Exercise objective:
Only the lines running from the one with "Map reading. What" to the end of the listing should be returned, each exactly as it appears, with both ends kept.

····················

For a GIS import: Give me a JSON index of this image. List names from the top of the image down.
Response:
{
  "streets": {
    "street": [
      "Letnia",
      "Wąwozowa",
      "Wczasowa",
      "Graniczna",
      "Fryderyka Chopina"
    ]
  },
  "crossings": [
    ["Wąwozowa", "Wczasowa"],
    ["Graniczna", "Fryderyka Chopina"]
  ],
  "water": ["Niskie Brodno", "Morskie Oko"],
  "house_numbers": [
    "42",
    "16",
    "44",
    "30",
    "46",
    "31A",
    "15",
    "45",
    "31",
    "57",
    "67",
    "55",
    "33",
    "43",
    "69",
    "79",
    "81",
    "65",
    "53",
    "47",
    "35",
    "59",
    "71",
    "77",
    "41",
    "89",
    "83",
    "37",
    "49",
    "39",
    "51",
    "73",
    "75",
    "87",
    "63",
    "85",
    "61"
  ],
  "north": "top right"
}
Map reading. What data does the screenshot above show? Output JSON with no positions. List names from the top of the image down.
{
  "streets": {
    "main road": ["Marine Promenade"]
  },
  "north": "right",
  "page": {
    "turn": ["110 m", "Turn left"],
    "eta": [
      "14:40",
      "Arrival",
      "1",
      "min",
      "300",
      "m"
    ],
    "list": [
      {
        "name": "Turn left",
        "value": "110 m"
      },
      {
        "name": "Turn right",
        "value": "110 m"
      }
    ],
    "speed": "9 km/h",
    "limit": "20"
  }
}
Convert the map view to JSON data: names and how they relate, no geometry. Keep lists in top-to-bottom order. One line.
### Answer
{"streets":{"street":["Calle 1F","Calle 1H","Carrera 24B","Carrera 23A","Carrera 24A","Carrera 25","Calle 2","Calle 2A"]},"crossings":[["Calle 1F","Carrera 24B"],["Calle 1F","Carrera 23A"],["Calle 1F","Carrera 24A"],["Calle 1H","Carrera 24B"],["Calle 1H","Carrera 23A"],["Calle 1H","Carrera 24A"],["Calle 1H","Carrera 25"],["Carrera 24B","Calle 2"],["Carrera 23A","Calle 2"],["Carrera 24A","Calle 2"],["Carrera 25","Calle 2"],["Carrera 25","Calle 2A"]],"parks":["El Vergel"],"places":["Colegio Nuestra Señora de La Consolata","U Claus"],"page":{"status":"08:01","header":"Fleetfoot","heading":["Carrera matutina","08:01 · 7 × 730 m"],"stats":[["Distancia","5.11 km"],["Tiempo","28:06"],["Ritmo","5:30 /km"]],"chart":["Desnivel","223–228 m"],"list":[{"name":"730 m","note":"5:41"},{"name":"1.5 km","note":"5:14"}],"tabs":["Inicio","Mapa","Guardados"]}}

····················

Response for this exercise:
Map reading. What data does the screenshot above show? Output JSON with no positions. List names from the top of the image down.
{
  "streets": {
    "main road": ["Marine Promenade"]
  },
  "north": "right",
  "page": {
    "turn": ["110 m", "Turn left"],
    "eta": [
      "14:40",
      "Arrival",
      "1",
      "min",
      "300",
      "m"
    ],
    "list": [
      {
        "name": "Turn left",
        "value": "110 m"
      },
      {
        "name": "Turn right",
        "value": "110 m"
      }
    ],
    "speed": "9 km/h",
    "limit": "20"
  }
}
Convert the map view to JSON data: names and how they relate, no geometry. Keep lists in top-to-bottom order. One line.
### Answer
{"streets":{"street":["Calle 1F","Calle 1H","Carrera 24B","Carrera 23A","Carrera 24A","Carrera 25","Calle 2","Calle 2A"]},"crossings":[["Calle 1F","Carrera 24B"],["Calle 1F","Carrera 23A"],["Calle 1F","Carrera 24A"],["Calle 1H","Carrera 24B"],["Calle 1H","Carrera 23A"],["Calle 1H","Carrera 24A"],["Calle 1H","Carrera 25"],["Carrera 24B","Calle 2"],["Carrera 23A","Calle 2"],["Carrera 24A","Calle 2"],["Carrera 25","Calle 2"],["Carrera 25","Calle 2A"]],"parks":["El Vergel"],"places":["Colegio Nuestra Señora de La Consolata","U Claus"],"page":{"status":"08:01","header":"Fleetfoot","heading":["Carrera matutina","08:01 · 7 × 730 m"],"stats":[["Distancia","5.11 km"],["Tiempo","28:06"],["Ritmo","5:30 /km"]],"chart":["Desnivel","223–228 m"],"list":[{"name":"730 m","note":"5:41"},{"name":"1.5 km","note":"5:14"}],"tabs":["Inicio","Mapa","Guardados"]}}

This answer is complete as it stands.